▶ What you should do
For the material below, count the lines containing "linecap" and reply with the number alone.

━━━

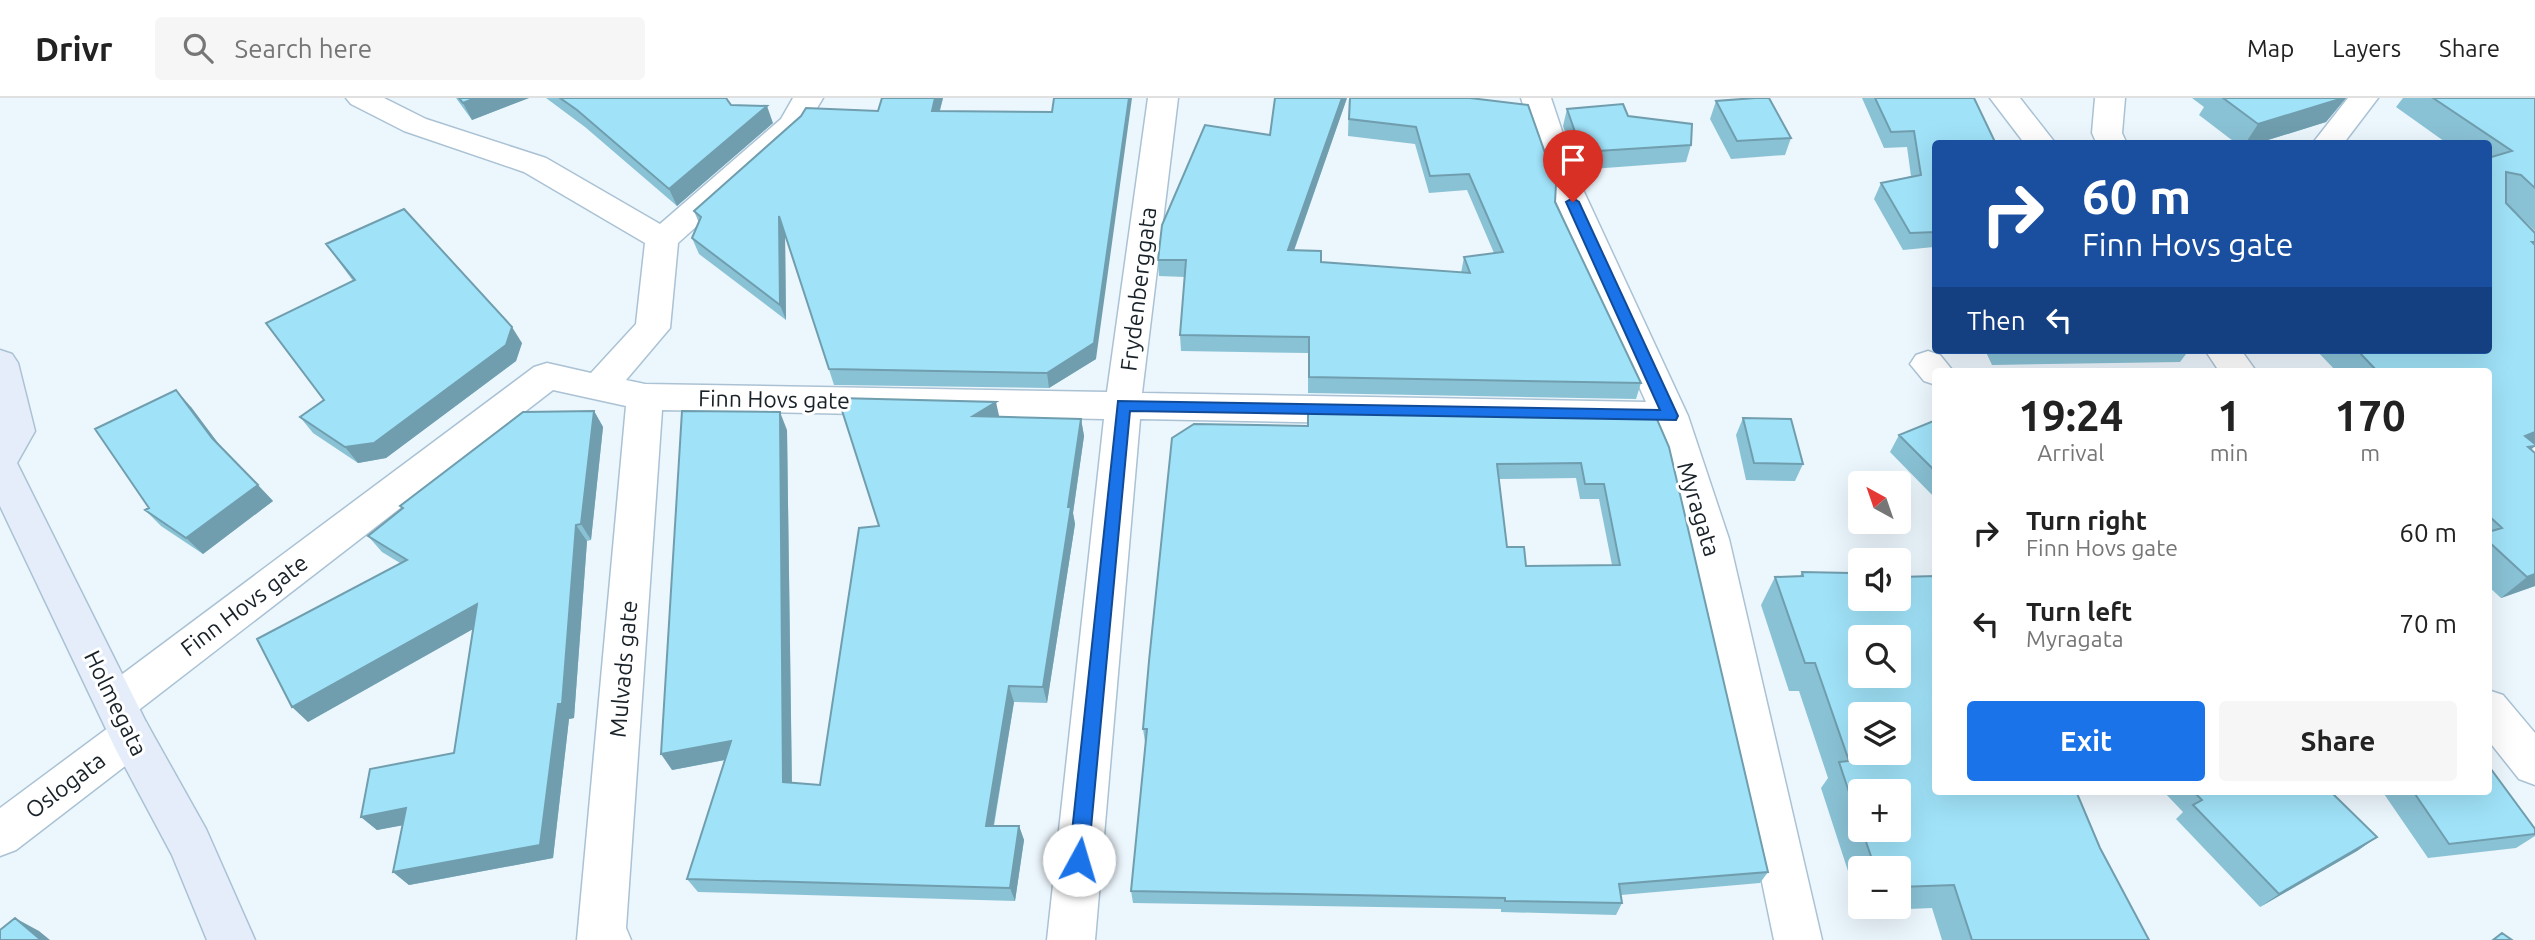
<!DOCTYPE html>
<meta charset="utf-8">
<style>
body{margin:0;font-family:Ubuntu,sans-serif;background:#f6f6f6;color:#222;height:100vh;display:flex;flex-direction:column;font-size:26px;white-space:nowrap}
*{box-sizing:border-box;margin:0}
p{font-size:23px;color:#767676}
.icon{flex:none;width:38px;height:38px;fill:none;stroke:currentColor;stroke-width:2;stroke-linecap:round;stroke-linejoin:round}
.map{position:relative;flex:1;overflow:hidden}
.drawer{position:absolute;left:1932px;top:270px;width:560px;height:427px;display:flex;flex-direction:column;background:#fff;border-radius:7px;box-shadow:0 7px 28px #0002}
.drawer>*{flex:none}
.hud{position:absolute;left:1932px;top:42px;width:560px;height:214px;border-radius:7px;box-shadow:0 7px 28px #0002;background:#1a4fa0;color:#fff;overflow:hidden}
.needle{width:46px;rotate:320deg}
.fabs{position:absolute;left:1848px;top:373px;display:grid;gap:14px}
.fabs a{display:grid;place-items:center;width:63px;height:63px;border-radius:7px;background:#fff;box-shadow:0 7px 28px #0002;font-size:35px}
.pin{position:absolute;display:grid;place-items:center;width:60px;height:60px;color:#fff;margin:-72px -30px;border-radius:50% 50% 50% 0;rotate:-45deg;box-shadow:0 0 7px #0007}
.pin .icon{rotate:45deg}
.me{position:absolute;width:77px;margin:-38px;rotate:6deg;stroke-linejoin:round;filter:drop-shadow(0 0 5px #0008)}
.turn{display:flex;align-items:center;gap:24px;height:147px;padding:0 35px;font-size:32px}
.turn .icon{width:91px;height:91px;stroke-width:2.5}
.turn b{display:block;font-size:49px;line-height:60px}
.then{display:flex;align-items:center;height:66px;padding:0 35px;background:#0003;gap:14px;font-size:26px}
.eta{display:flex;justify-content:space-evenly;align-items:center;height:119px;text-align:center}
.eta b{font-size:42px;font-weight:700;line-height:49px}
.cta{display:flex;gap:14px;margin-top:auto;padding:14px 35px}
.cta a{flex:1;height:80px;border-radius:7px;background:#1a73e8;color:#fff;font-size:28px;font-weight:700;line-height:80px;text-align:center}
.cta a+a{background:#f6f6f6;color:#222}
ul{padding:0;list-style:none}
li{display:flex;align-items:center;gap:21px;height:91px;padding:0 35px}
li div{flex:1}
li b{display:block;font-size:26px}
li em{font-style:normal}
header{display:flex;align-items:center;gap:42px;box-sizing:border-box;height:98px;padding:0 35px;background:#fff;border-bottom:2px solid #e0e0e0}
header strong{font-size:33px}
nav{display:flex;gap:38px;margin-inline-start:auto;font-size:24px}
.search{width:490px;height:63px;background:#f6f6f6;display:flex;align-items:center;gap:18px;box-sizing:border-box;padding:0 24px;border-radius:7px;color:#767676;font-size:26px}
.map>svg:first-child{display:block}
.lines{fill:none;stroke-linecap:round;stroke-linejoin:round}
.street-casing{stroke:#aac2d4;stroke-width:3}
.secondary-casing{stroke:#aac2d4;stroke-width:3}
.street{fill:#fff;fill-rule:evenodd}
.secondary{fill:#e5edfa;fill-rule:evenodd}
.wall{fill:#8ac2d5;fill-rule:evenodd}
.shaded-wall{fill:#709eae}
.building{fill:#a0e2f8;stroke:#709eae;stroke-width:2;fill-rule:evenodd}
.route{fill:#1a73e8;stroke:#114b97;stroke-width:2}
.labels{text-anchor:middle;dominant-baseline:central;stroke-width:6;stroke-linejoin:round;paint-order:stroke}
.street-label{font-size:23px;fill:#192229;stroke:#fff}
</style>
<header>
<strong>Drivr</strong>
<div class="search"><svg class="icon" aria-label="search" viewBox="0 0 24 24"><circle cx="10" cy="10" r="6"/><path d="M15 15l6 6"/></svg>Search here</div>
<nav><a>Map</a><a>Layers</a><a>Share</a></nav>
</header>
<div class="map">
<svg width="2535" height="842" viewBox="0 0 2535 842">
<rect width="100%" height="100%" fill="#ecf6fd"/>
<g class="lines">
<!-- street casing -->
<g class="street-casing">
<path id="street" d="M346,0h38l42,21 120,39 114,66 121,-105 12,-21h30l-19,32 -126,113 -8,85 -44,52 19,4 462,8 41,-294h30l-36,295 504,9 -100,-223 -25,-81h30l27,81 110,237 41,123 93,401h-48l-83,-401 -35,-110 -516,-10 -45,521h-48l57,-521 -442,-9 -36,518 5,12h-54l49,-534 -73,-16 -422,326 -15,6 -15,-6 -6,-13 6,-13 433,-323 13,-4 44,10 45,-49 9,-81 -121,-71 -120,-41 -53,-27z
M1990,0h30l36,46h-31z
M2095,0h30l-3,35 5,11h-30l-5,-11z
M2348,0h30l-35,46h-31z
M2205,252h36l15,21h-37z
M1928,253l12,4 13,16h-17v14l-12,-4 -14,-17 6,-9z
M2488,592l15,5 32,38v52l-16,-6 -31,-39z
M131,619l15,5 7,14 -7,14 -130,100 -16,6v-48l116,-86z"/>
</g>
<!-- secondary casing -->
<g class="secondary-casing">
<path id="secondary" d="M0,252l12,4 6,9 17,68 -18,32 129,259 60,107 49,111h-48l-35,-85 -56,-105 -116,-244z"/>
</g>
<!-- street -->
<use href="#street" class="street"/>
<!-- secondary -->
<use href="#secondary" class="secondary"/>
</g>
<!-- wall -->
<path class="wall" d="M456,0h73l-57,22z
M546,0h180l5,7 42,18 -96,83 -92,-79z
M882,0h61l-3,13 156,248 -47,29 -215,-3 -49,-152 1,87 -87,-66 -7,-16 7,-15 -5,-12 184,-100z
M1347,0l-53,153 27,11 140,11 3,-16 30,-4 -27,-63 -38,3 -14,-49 -67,-8 1,-38h121l85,104 86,181 -5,16 -328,-6v-40l-127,-2 -1,-16 5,-58 -26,-1 -1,-16 112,-125z
M1862,0h112l-38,46v106l-2,-3 -31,3 -29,-51 7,-16 30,-7 -4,-29 -23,1z
M2192,0h154l-20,24 -71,22h-18l-38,-29 5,-8z
M2403,0h132v133l-29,-28 25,247 4,136 -34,12 -13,-12v-215h-152l-20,-21h172v-206h-40l-52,-37z
M1716,3l75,37 -6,17 -54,4 -21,-40z
M1567,11l61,7 63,29 -5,17 -108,8 -15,-44z
M326,146l196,99 -6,18 -130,97 -28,5 -45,-30 -13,-16 24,-17 29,-119z
M1985,252h204l-9,12 -188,3z
M191,309l32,43 50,51 -70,53 -42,-28 -16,-16 4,-2z
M594,313l9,16 -12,113 -4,1 -13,177 -5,1 -16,139 -144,27 -16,-13 9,-47 -25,5 -16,-13 93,-64 19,-124 -165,93 92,-159 -18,-11 -14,-16 34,-27 -2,-3z
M1000,319l81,2 3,17 -11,77 2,11 -28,179 -33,-1 -20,124h25l5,14 -9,61 -317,-9 -11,-13 38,-119 -53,10 115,-340 5,353 28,2 59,-259z
M1656,319l112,455 -8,11 -139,12 1,8 -6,12 -115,-3v-3l-368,-6 -2,-12 15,-149h-1l-2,-13 165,-303zM1576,380l4,21h19l13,66 -86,1 -19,-19 -8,-68z
M1743,320l60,46 -8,17 -49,-1 -10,-45z
M1936,322v79l-46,-47 9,-17z
M1802,474l134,219 164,57 49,92h-207l-10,-32 -71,3 -40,-123 7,-10 -29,-87h-10l-28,-86 14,-28 25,-1zM1860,693l39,39h-39zM1860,770h39v38h-39z
M2163,693h167l47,46 -20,14 -97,56 -84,-88 7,-7z
M2382,693h106l47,38v7l-19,12 -88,10z"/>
<!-- shaded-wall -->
<path class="shaded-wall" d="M475,0h54l-57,22 -9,-17z
M935,0h8l-8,29 -3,-16z
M1129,0h3l-36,261 -47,29 -2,-15z
M1342,0h5l-59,169v-17z
M2343,0h3l-20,24 -71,22h-10l13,-20z
M767,8l6,17 -96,83 -8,-17z
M779,118l6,16 1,88 -6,-15z
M512,229l10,16 -6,18 -130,97 -28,5 -13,-16z
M176,292l15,17 36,48 -15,-17z
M996,304l4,18 -27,-4z
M594,313l9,16 -12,113 -10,-16z
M780,314l7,18 5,367 -9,-15z
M1081,321l3,17 -11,77 2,11 -28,179 -4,-16 25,-180z
M2535,334v14l-23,21 13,-31z
M258,387l15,16 -70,53 -17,-16z
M576,427l11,16 -13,177 -5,1 -16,139 -144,27 -16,-13z
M2535,476v12l-34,12 26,-21z
M477,506l12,16 -181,102 -16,-15z
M1009,588l5,16 -23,138 -5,-14z
M731,643l9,16 -68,13 -11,-16z
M406,710l15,14 -44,8 -16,-13z
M1019,728l5,14 -9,61 -5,-13z
M2377,739l-20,14 -97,56 19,-13z
M15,820l24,13 11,9h-9z"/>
<!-- building -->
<path class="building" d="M459,0h16l-12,5z
M560,0h166l5,7 36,1 -98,83 -92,-79z
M882,0h53l-3,13 120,1 2,-14h75l-35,245 -47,30 -218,-4 -50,-153 1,89 -88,-67 9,-21 -7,-6 107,-95 5,-8 72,3z
M1275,0h67l-54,152 33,1v11l149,11 -6,-16 39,-5 -34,-78 -39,2 -14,-49 -67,-8 1,-21h120l58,7 28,79 -1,18 86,181 -332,-6v-40l-129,-2 6,-75h-28l4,-35 43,-100 65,10z
M1755,0h14l22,40 -54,3 -21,-40z
M1875,0h99l22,46h-60v88l-26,1 -29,-50 40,-8 -7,-44 -23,1z
M2223,0h120l-85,26z
M2433,0h102v90l-14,-13 -15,-3v31l29,30v9h-3l3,3v187l-10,4 10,8v2l-7,1 7,6v121l-8,3 -39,-36v-9l14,-4 -14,-13v-144h-111l-20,-21h131v-192l24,-7z
M1623,6l5,12 64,8 -1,21 -109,7 -15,-43z
M404,111l108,118 -6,18 -132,98 -29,4 -45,-30 24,-17 -58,-77 89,-43 -29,-36z
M176,292l36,48 46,47 -72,53 -41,-28 4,-2 -54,-79z
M838,300l158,4 -23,14 108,3 -13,88h3l-28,180 -34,-1 -23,140h33l-9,62 -323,-9 44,-138 -70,13 21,-343 98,1 3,370 37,3 39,-257 20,-2z
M1308,312l348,7 13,30 99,425 -149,12 3,19 -117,-2v-3l-374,-7 16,-162h-4l6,-68 23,-223 22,-14 114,2zM1581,365l4,21h19l16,81 -94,1 -2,-19h-17l-10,-83z
M594,313l-13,113 -5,1 -14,179h-4l-18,141 -147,27 13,-64 -45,9 9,-48 84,-16 23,-149 -185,103 -35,-68 150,-79 -39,-24 35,-28 -3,-2 123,-94z
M1743,320l48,1 12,45 -49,-1z
M1936,322v52l-37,-37z
M1802,474l48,1 1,4h9v21h39v-21l37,-1v215h140l24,57 49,92h-177l-18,-55 -55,2v-19h-24l-13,-38h37v-39h-39v34l-21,-63 10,-1 -34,-98h-10l-30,-86 28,-1zM1860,539h39v39h-39zM1860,616h39v38h-39z
M2488,667l47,64v5l-86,10 -36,-53h75z
M2193,693h137l47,46 -98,57 -86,-89 9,-5z
M15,820l26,22h-41v-10z
M2502,835l10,7h-19z"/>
<!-- route -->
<path class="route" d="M1573,100l6,4 99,214 -2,4 -546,-9 -42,449 -2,6 -7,3 -7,-3 -3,-6 49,-459 542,9 -94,-208z"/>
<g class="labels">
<!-- street labels -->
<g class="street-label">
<text transform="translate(1138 191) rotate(-83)">Frydenberggata</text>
<text transform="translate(774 301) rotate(1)">Finn Hovs gate</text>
<text transform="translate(1699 411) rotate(73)">Myragata</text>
<text transform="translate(244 507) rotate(-37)">Finn Hovs gate</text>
<text transform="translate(623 571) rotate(-85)">Mulvads gate</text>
<text transform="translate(116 605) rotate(64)">Holmegata</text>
<text transform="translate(65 687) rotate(-37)">Oslogata</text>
</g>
</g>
</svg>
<div class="fabs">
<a><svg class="needle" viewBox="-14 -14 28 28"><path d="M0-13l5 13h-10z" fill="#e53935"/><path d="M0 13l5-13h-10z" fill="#767676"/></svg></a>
<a><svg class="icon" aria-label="sound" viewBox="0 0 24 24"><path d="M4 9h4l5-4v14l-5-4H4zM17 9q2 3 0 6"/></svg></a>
<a><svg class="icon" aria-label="search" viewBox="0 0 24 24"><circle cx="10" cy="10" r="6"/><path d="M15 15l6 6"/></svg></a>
<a><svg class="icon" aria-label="layers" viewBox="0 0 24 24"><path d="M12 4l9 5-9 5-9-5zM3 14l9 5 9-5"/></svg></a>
<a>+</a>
<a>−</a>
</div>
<div class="pin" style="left:1573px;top:104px;background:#d93025"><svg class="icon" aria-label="arrive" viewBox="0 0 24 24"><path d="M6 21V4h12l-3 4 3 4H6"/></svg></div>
<svg class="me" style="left:1079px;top:762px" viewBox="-20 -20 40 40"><circle r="19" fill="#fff"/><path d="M0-13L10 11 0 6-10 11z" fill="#1a73e8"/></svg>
<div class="hud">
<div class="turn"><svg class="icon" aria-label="right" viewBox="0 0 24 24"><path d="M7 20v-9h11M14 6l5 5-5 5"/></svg><div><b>60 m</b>Finn Hovs gate</div></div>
<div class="then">Then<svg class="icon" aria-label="left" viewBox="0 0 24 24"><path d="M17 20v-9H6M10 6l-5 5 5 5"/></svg></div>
</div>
<section class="drawer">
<div class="eta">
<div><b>19:24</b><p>Arrival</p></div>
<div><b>1</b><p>min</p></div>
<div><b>170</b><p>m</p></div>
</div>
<ul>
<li><svg class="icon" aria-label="right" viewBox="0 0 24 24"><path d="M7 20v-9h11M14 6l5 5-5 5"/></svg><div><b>Turn right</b><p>Finn Hovs gate</p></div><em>60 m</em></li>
<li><svg class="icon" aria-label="left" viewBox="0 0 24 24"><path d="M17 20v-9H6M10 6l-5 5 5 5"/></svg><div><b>Turn left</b><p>Myragata</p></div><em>70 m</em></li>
</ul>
<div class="cta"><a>Exit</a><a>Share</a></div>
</section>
</div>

━━━

▶ Response
2